Congress Wants Unruly Passengers on No-Fly List

“Everyone deserves to be treated respectfully,” congressional leaders say.

The bipartisan “Protection from Abusive Passengers Act” is making its way through Congress. Under the law, a national no-fly list would be created that would ground passengers who are unruly and who have been charged with physical assault or intimidation while on board a commercial airliner. 

Representative Eric Swalwell of California said, “It doesn’t matter who you are or where you work — everyone deserves to be treated respectfully and with dignity. Unfortunately, too many of our pilots, flight attendants, and crew members are dealing with unacceptable abuse from passengers — everything from kicking to spitting to biting.

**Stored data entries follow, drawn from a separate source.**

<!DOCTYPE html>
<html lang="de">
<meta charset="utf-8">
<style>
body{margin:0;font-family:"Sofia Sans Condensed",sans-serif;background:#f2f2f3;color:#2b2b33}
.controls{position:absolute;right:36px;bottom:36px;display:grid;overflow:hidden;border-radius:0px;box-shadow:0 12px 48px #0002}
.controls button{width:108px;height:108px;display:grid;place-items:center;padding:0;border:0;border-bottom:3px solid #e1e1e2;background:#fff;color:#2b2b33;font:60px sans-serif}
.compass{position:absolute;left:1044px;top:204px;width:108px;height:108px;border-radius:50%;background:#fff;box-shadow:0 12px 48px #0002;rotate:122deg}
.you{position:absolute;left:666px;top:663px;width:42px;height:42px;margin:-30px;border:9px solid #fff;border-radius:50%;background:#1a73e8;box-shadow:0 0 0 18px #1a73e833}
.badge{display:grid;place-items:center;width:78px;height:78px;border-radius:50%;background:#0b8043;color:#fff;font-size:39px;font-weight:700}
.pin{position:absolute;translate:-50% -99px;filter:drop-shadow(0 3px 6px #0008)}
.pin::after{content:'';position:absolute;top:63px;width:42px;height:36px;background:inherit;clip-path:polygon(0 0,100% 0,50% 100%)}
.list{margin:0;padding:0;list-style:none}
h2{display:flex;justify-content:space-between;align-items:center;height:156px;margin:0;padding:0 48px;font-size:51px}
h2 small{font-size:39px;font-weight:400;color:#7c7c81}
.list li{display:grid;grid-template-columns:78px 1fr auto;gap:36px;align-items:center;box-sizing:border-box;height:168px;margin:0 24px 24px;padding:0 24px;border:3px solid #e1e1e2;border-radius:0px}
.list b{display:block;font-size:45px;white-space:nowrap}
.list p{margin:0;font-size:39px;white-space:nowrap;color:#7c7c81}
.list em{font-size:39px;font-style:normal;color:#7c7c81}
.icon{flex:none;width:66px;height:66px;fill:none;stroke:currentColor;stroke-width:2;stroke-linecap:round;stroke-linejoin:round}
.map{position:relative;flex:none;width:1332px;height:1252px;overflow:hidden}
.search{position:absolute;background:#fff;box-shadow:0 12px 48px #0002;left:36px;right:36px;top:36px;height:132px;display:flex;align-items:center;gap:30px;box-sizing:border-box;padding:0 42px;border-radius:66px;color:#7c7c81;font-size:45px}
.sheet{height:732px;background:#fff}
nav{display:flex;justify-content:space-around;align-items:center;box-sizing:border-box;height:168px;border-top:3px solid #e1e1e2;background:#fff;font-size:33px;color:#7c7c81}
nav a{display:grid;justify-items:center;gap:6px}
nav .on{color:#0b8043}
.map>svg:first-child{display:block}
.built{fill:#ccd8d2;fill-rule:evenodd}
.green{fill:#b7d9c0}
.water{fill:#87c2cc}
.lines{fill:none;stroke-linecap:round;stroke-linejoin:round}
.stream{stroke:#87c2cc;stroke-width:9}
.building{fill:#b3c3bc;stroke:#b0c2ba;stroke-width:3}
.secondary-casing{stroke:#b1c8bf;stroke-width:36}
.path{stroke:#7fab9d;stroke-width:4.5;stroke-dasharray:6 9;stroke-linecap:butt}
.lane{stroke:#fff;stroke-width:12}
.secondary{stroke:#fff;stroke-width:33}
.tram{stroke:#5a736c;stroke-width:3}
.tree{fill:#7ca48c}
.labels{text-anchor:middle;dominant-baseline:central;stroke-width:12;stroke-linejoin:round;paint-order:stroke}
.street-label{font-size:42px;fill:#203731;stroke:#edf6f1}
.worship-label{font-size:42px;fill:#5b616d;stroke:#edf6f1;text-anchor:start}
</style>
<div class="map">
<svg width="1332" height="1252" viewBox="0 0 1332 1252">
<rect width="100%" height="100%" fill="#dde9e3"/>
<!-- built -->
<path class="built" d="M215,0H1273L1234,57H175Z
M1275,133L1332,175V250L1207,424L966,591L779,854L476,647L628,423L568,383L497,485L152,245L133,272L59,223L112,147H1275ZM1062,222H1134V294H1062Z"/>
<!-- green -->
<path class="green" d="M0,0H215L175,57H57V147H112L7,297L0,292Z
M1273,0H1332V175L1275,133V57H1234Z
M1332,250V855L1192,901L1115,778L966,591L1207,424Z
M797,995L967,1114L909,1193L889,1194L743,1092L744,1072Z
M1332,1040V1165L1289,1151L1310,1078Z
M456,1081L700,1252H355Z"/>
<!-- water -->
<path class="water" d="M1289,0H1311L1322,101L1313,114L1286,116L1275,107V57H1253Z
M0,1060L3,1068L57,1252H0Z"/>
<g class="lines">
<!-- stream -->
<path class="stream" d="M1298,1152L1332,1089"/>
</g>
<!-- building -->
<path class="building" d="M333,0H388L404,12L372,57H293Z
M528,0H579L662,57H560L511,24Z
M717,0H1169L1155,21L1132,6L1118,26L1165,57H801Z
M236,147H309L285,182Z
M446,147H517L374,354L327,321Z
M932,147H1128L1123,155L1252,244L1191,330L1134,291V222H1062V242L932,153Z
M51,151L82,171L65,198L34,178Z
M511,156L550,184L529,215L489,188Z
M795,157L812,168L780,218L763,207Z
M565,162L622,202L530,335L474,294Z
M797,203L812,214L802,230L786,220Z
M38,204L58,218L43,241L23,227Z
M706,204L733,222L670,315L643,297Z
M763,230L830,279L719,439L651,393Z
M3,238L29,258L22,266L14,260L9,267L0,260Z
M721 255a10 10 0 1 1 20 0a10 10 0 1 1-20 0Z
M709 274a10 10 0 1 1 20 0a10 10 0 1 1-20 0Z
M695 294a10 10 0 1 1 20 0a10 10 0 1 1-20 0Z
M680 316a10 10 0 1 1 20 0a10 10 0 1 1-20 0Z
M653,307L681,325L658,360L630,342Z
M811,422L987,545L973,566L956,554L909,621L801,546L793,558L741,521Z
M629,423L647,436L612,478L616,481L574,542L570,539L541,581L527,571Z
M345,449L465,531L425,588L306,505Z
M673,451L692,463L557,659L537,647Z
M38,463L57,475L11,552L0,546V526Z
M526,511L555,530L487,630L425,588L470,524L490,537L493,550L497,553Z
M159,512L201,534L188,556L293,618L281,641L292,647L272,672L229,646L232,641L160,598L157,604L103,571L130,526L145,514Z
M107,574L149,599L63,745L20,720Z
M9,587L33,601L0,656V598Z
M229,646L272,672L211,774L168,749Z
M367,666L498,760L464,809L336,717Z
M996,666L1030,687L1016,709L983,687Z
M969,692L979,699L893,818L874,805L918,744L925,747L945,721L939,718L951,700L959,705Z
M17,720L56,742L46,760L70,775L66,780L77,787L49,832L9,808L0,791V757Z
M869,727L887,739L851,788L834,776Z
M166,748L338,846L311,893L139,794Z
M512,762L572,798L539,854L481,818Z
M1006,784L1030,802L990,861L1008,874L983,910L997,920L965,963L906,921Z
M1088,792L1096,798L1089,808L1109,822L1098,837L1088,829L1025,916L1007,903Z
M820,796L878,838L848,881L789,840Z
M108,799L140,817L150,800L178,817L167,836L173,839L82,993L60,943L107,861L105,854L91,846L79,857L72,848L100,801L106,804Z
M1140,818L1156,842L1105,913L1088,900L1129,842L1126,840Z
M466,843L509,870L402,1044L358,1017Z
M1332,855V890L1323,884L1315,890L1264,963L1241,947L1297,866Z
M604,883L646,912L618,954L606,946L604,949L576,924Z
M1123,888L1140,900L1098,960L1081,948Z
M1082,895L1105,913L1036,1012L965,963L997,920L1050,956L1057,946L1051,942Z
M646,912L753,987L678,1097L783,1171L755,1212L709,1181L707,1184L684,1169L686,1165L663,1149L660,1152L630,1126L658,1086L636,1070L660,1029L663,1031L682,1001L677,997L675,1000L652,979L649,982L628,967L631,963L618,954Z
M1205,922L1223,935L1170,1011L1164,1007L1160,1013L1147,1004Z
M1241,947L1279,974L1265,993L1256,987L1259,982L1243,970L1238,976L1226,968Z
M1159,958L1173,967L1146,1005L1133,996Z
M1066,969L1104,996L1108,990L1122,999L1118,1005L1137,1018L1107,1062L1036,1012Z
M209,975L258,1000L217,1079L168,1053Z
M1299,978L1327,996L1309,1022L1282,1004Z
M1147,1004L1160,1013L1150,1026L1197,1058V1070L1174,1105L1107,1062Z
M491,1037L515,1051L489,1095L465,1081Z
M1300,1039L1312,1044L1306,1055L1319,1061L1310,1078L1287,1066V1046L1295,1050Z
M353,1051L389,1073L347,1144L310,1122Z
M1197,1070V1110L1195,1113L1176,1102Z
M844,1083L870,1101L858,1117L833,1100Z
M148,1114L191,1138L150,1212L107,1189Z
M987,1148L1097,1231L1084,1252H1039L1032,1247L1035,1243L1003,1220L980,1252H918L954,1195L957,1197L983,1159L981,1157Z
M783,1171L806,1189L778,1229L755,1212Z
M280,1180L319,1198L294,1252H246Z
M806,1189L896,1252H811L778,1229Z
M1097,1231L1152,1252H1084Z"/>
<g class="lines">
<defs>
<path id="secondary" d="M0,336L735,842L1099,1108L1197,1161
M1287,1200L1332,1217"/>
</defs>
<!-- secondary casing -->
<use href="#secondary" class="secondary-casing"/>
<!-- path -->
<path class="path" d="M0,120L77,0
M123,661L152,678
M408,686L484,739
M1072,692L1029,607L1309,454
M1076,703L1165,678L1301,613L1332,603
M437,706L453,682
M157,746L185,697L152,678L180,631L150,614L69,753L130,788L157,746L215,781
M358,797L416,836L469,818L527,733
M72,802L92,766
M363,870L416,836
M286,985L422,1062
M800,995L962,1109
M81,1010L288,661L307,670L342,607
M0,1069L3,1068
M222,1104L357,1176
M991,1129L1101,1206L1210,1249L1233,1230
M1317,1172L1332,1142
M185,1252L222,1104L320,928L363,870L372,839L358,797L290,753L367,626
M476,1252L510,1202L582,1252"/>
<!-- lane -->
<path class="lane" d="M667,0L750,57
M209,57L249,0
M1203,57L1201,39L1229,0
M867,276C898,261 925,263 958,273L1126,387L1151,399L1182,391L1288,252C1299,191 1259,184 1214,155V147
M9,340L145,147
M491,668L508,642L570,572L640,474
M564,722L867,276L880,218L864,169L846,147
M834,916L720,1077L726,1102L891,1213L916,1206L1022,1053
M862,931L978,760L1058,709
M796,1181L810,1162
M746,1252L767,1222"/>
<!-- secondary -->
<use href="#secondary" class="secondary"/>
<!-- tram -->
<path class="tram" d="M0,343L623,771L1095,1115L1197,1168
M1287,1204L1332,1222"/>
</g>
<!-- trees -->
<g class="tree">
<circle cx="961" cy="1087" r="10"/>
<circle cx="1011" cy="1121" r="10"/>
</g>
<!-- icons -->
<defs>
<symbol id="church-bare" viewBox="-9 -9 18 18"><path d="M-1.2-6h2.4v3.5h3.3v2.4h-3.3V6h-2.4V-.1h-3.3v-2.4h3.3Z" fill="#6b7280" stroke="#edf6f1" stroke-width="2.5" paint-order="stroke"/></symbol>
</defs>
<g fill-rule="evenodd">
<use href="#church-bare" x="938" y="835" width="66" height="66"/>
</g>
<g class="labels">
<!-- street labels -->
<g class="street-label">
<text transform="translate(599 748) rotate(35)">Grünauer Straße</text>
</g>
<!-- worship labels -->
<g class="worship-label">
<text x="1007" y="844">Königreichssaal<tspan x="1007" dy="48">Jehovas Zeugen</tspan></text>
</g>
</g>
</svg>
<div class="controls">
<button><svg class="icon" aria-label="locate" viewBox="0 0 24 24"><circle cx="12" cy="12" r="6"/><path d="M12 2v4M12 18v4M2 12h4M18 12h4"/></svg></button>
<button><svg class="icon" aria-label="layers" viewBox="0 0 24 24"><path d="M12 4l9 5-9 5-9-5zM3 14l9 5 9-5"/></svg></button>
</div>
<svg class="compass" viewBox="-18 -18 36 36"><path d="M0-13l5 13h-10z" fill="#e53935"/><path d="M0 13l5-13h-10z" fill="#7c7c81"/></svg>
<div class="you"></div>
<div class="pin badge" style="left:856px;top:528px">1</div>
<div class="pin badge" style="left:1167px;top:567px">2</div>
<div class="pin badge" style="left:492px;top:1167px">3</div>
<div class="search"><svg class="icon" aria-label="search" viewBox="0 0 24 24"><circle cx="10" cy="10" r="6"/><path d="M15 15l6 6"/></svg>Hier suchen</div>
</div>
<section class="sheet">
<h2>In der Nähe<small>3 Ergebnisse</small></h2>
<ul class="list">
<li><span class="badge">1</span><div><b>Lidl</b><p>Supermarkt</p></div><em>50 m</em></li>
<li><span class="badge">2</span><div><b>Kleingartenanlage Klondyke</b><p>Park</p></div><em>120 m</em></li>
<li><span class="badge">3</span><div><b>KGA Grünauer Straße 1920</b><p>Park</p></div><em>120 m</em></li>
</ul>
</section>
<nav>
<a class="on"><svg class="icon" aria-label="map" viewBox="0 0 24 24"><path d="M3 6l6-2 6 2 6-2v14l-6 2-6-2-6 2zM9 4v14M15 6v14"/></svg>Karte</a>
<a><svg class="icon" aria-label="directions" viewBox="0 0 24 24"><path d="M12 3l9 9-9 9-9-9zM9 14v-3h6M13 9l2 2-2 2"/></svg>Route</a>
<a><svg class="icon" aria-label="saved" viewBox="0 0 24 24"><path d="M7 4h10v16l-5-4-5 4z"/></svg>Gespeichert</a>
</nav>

Our bill will ground the handful of bad actors who continue to travel while protecting airline employees and the traveling public.” 

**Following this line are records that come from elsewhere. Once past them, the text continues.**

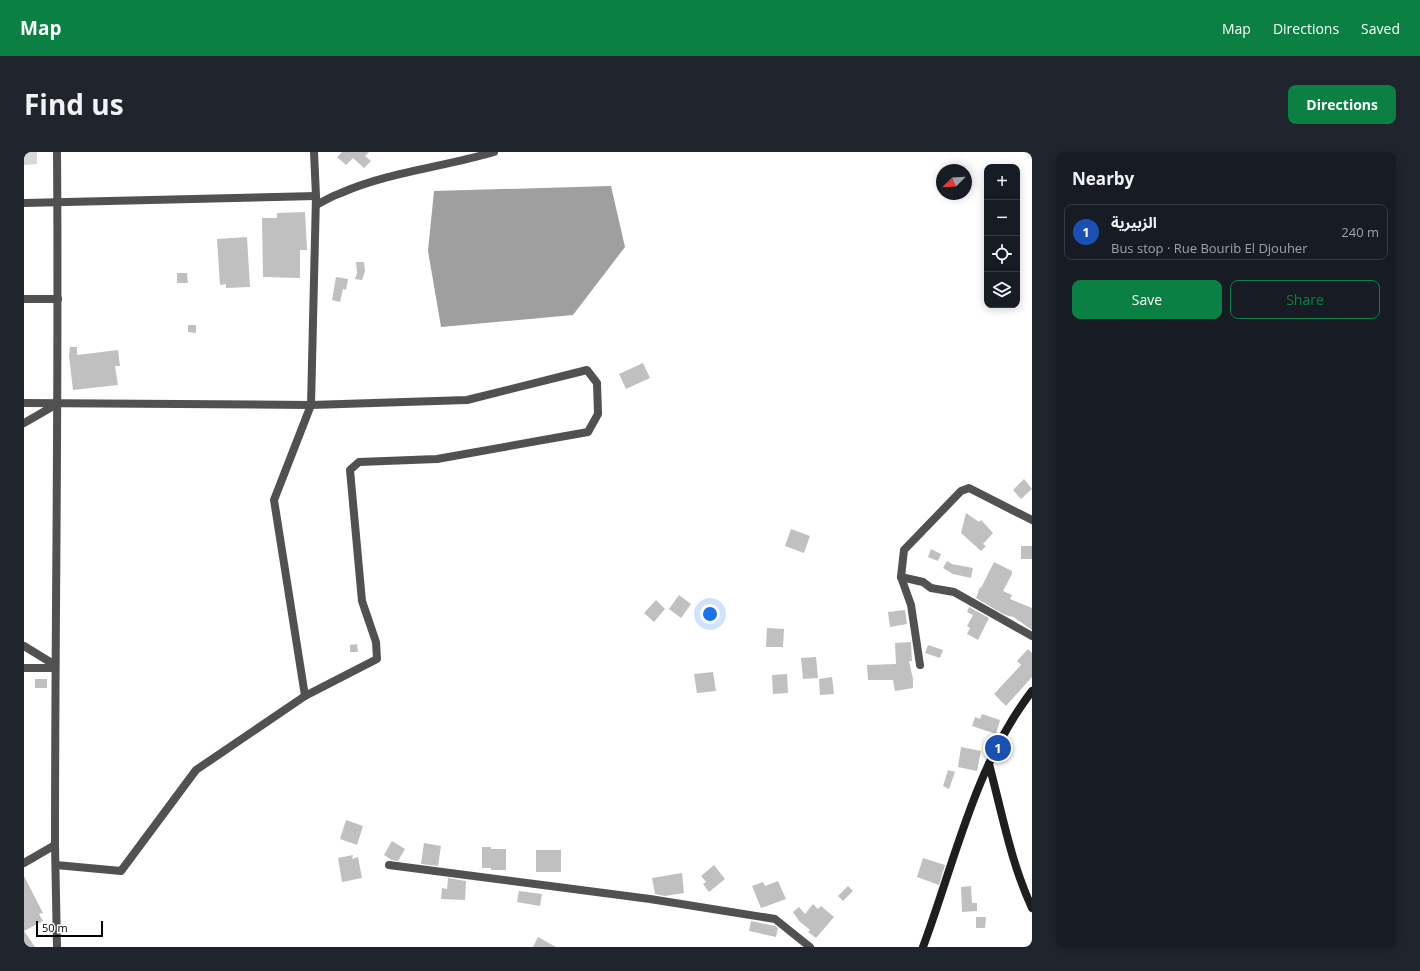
<!DOCTYPE html>
<html lang="en">
<head>
<meta charset="utf-8">
<style>
	body { margin:0; font-family:"Open Sans","Noto Sans Arabic",sans-serif; background:#20242c; color:#f1f3f6 }
	.controls { position:absolute; right:12px; top:12px; display:grid; overflow:hidden; border-radius:8px; box-shadow:0 2px 10px #0003 }
	.controls button { width:36px; height:36px; display:grid; place-items:center; padding:0; border:0; border-bottom:1px solid #363941; background:#171b24; color:#f1f3f6; font:20px sans-serif }
	.compass { position:absolute; left:912px; top:12px; width:36px; height:36px; border-radius:50%; background:#171b24; box-shadow:0 2px 10px #0003; rotate:246deg }
	.scale { position:absolute; left:12px; bottom:10px; width:67px; box-sizing:border-box; padding-left:4px; border:2px solid #000; border-top:0; font-size:11px; line-height:14px; white-space:nowrap; color:#000; -webkit-text-stroke:3px #fff; paint-order:stroke }
	.you { position:absolute; left:686px; top:462px; width:14px; height:14px; margin:-10px; border:3px solid #fff; border-radius:50%; background:#1a73e8; box-shadow:0 0 0 6px #1a73e833 }
	.badge { display:grid; place-items:center; width:26px; height:26px; border-radius:50%; background:#0b8043; color:#fff; font-size:13px; font-weight:700 }
	.pin { position:absolute; translate:-50% -50%; border:2px solid #fff; box-shadow:0 1px 4px #0006 }
	.list { margin:0; padding:0; list-style:none }
	h2 { display:flex; justify-content:space-between; align-items:center; height:52px; margin:0; padding:0 16px; font-size:17px }
	h2 small { font-size:13px; font-weight:400; color:#9ea1a6 }
	.list li { display:grid; grid-template-columns:26px 1fr auto; gap:12px; align-items:center; box-sizing:border-box; height:56px; margin:0 8px 8px; padding:0 8px; border:1px solid #363941; border-radius:8px }
	.list b { display:block; font-size:15px; white-space:nowrap }
	.list p { margin:0; font-size:13px; white-space:nowrap; color:#9ea1a6 }
	.list em { font-size:13px; font-style:normal; color:#9ea1a6 }
	.actions { display:flex; gap:8px; padding:12px 16px }
	.actions a { flex:1; padding:9px 0; border:1px solid #0b8043; border-radius:8px; text-align:center; font-size:14px; color:#0b8043 }
	.actions .main { background:#0b8043; color:#fff }
	.icon { flex:none; width:22px; height:22px; fill:none; stroke:currentColor; stroke-width:2; stroke-linecap:round; stroke-linejoin:round }
	.map { position:relative; flex:none; width:1008px; height:795px; overflow:hidden; border-radius:8px }
	header { display:flex; align-items:center; gap:24px; box-sizing:border-box; height:56px; padding:0 20px; background:#0b8043; color:#fff }
	header strong { font-size:19px }
	nav { display:flex; gap:22px; margin-inline-start:auto; font-size:14px }
	.intro { display:flex; align-items:center; justify-content:space-between; box-sizing:border-box; height:96px; padding:0 24px }
	h1 { margin:0; font-size:28px }
	.button { padding:10px 18px; border-radius:8px; background:#0b8043; color:#fff; font-size:14px; font-weight:700 }
	main { display:flex; gap:24px; padding:0 24px }
	aside { flex:1; background:#171b24; border-radius:8px; box-shadow:0 2px 10px #0003 }
	.map>svg:first-child { display:block }
	.green { fill:#d8d8d8 }
	.water { fill:#9f9f9f }
	.building { fill:#c0c0c0 }
	.lines { fill:none; stroke-linecap:round; stroke-linejoin:round }
	.street { stroke:#515151; stroke-width:8 }
	.secondary { stroke:#1e1e1e; stroke-width:8 }
</style>
</head>
<body>
<header>
<strong>Map</strong>
<nav><a>Map</a><a>Directions</a><a>Saved</a></nav>
</header>
<div class="intro"><h1>Find us</h1><a class="button">Directions</a></div>
<main>
<div class="map">
<svg width="1008" height="795" viewBox="0 0 1008 795">
	<rect width="100%" height="100%" fill="#fff"/>
	<!-- green -->
	<polygon class="green" points="0,0 13,0 13,12 0,13"/>
	<!-- water -->
	<polygon class="water" points="587,34 601,95 549,163 417,175 404,99 410,39"/>
	<!-- building -->
	<g class="building">
		<polygon points="318,0 345,0 341,4 347,9 340,16 329,6 322,13 313,5"/>
		<polygon points="281,60 283,98 276,98 276,126 239,125 238,66 253,66 253,61"/>
		<polygon points="223,85 226,135 202,136 202,132 196,133 193,87"/>
		<polygon points="332,110 340,110 341,119 338,128 331,127 333,121"/>
		<polygon points="153,121 163,121 164,131 153,131"/>
		<polygon points="312,125 324,127 322,138 319,137 316,150 308,148"/>
		<polygon points="164,173 172,173 172,181 164,180"/>
		<polygon points="46,195 53,195 53,203 94,198 96,214 91,214 94,233 49,238 45,204"/>
		<polygon points="619,211 626,226 602,237 595,222"/>
		<polygon points="1000,327 1008,337 997,347 989,338"/>
		<polygon points="942,361 955,370 957,368 969,381 959,392 962,394 957,399 937,381"/>
		<polygon points="767,377 786,384 780,401 761,394"/>
		<rect x="997" y="394" width="11" height="13"/>
		<polygon points="907,397 917,402 914,409 904,405"/>
		<polygon points="923,409 928,412 949,416 947,426 929,422 919,416"/>
		<polygon points="970,410 988,419 988,422 979,439 988,443 986,447 1008,456 1008,478 988,464 988,465 979,462 952,446 956,435 957,436"/>
		<polygon points="655,443 667,452 657,466 645,457"/>
		<polygon points="632,448 641,457 630,470 620,461"/>
		<polygon points="945,455 965,466 954,488 943,482 946,476 943,474 949,463 943,460"/>
		<polygon points="881,458 883,472 866,475 864,460"/>
		<polygon points="743,476 760,477 759,495 742,495"/>
		<polygon points="887,490 888,509 885,509 889,527 889,536 871,539 869,528 844,528 843,513 872,512 871,491"/>
		<polygon points="333,492 334,500 326,500 326,493"/>
		<polygon points="904,493 919,498 916,506 901,501"/>
		<polygon points="1004,497 1008,501 1008,525 982,554 970,542 997,513 993,509"/>
		<polygon points="792,505 794,526 779,527 777,506"/>
		<polygon points="689,520 692,539 673,541 670,522"/>
		<polygon points="763,522 764,541 749,542 748,523"/>
		<polygon points="808,525 810,542 796,543 795,527"/>
		<rect x="11" y="527" width="12" height="9"/>
		<polygon points="958,562 976,568 972,582 948,574 951,565 956,567"/>
		<polygon points="937,595 957,599 953,619 934,615"/>
		<polygon points="924,618 931,620 925,637 919,634"/>
		<polygon points="322,668 339,674 333,693 316,687"/>
		<polygon points="368,689 381,697 374,709 368,708 360,703"/>
		<polygon points="400,691 417,694 414,714 397,712"/>
		<polygon points="458,695 467,695 467,697 482,697 482,718 467,718 467,716 458,716"/>
		<rect x="512" y="698" width="25" height="22"/>
		<polygon points="329,703 328,707 334,705 338,726 318,730 314,706"/>
		<polygon points="899,706 921,713 915,733 893,725"/>
		<polygon points="690,713 701,727 685,740 679,732 682,730 677,724"/>
		<polygon points="658,721 660,741 641,744 631,742 628,726"/>
		<polygon points="0,724 19,761 15,762 19,769 0,779 11,795 0,795"/>
		<polygon points="424,726 442,729 441,748 417,747 418,736 423,737"/>
		<polygon points="754,729 762,747 737,756 728,734 739,730 741,734"/>
		<polygon points="824,734 829,739 819,749 814,744"/>
		<polygon points="947,734 948,751 953,751 953,759 938,760 937,735"/>
		<polygon points="495,739 518,742 516,754 493,750"/>
		<polygon points="789,752 794,757 797,754 810,765 792,786 784,780 786,778 775,769 769,760 775,755 781,762"/>
		<polygon points="952,765 962,765 961,776 952,776"/>
		<polygon points="727,769 751,774 754,776 752,785 725,779"/>
		<polygon points="514,785 532,795 509,795"/>
	</g>
	<g class="lines">
		<!-- street -->
		<g class="street">
			<polyline points="0,51 292,44"/>
			<path d="M292 53C300 49 308 44 317 41 365 20 420 15 470 0"/>
			<polyline points="0,147 34,147"/>
			<polyline points="0,251 287,253 443,248 563,218 573,231 574,262 564,280 413,307 335,310 326,318 338,449 352,490 353,507 281,544"/>
			<polyline points="0,271 33,252"/>
			<polyline points="877,425 899,430 907,436 930,440 1008,484"/>
			<polyline points="0,494 31,513"/>
			<polyline points="896,513 887,453 877,425 880,398 937,339 945,336 1008,368"/>
			<polyline points="0,516 31,516"/>
			<polyline points="31,693 33,795"/>
			<path d="M0 711 31 693C31 462 35 231 33 0"/>
			<polyline points="32,713 97,719 172,618 281,544 250,348 287,253 292,44 290,0"/>
			<polyline points="365,713 626,747 751,767 786,795"/>
		</g>
		<!-- secondary -->
		<g class="secondary">
			<path d="M965 612C978 661 987 711 1008 756"/>
			<path d="M899 795C931 709 951 613 1008 539"/>
		</g>
	</g>
</svg>
<div class="controls">
<button>+</button>
<button>−</button>
<button><svg class="icon" aria-label="locate" viewBox="0 0 24 24"><circle cx="12" cy="12" r="6"/><path d="M12 2v4M12 18v4M2 12h4M18 12h4"/></svg></button>
<button><svg class="icon" aria-label="layers" viewBox="0 0 24 24"><path d="M12 4l9 5-9 5-9-5zM3 14l9 5 9-5"/></svg></button>
</div>
<svg class="compass" viewBox="-18 -18 36 36"><path d="M0-13l5 13h-10z" fill="#e53935"/><path d="M0 13l5-13h-10z" fill="#9ea1a6"/></svg>
<div class="scale">50 m</div>
<div class="you"></div>
<div class="pin badge" style="left:974px;top:596px;background:#1a4fb4">1</div>
</div>
<aside>
<h2>Nearby<small></small></h2>
<ul class="list">
<li><span class="badge" style="background:#1a4fb4">1</span><div><b>الزبيرية</b><p>Bus stop · Rue Bourib El Djouher</p></div><em>240 m</em></li>
</ul>
<div class="actions"><a class="main">Save</a><a>Share</a></div>
</aside>
</main>
</body>
</html>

Guidelines would be developed under the bill that would allow the Transportation Security Administration (TSA) to determine on a case-by-case basis who would be part of the no-fly list and for how long. 

According to the Federal Aviation Administration, cases of unruly passengers have risen 470 percent compared to where they were before COVID. 

Previous congressional attempts to establish no-fly lists have failed to make it to floor votes. 

As the Lord Leads, Pray with Us…

  • For Congress as they evaluate new legislation to address ways to protect flight crew members while they try to perform their jobs.
  • For God to direct the decisions made by Congress.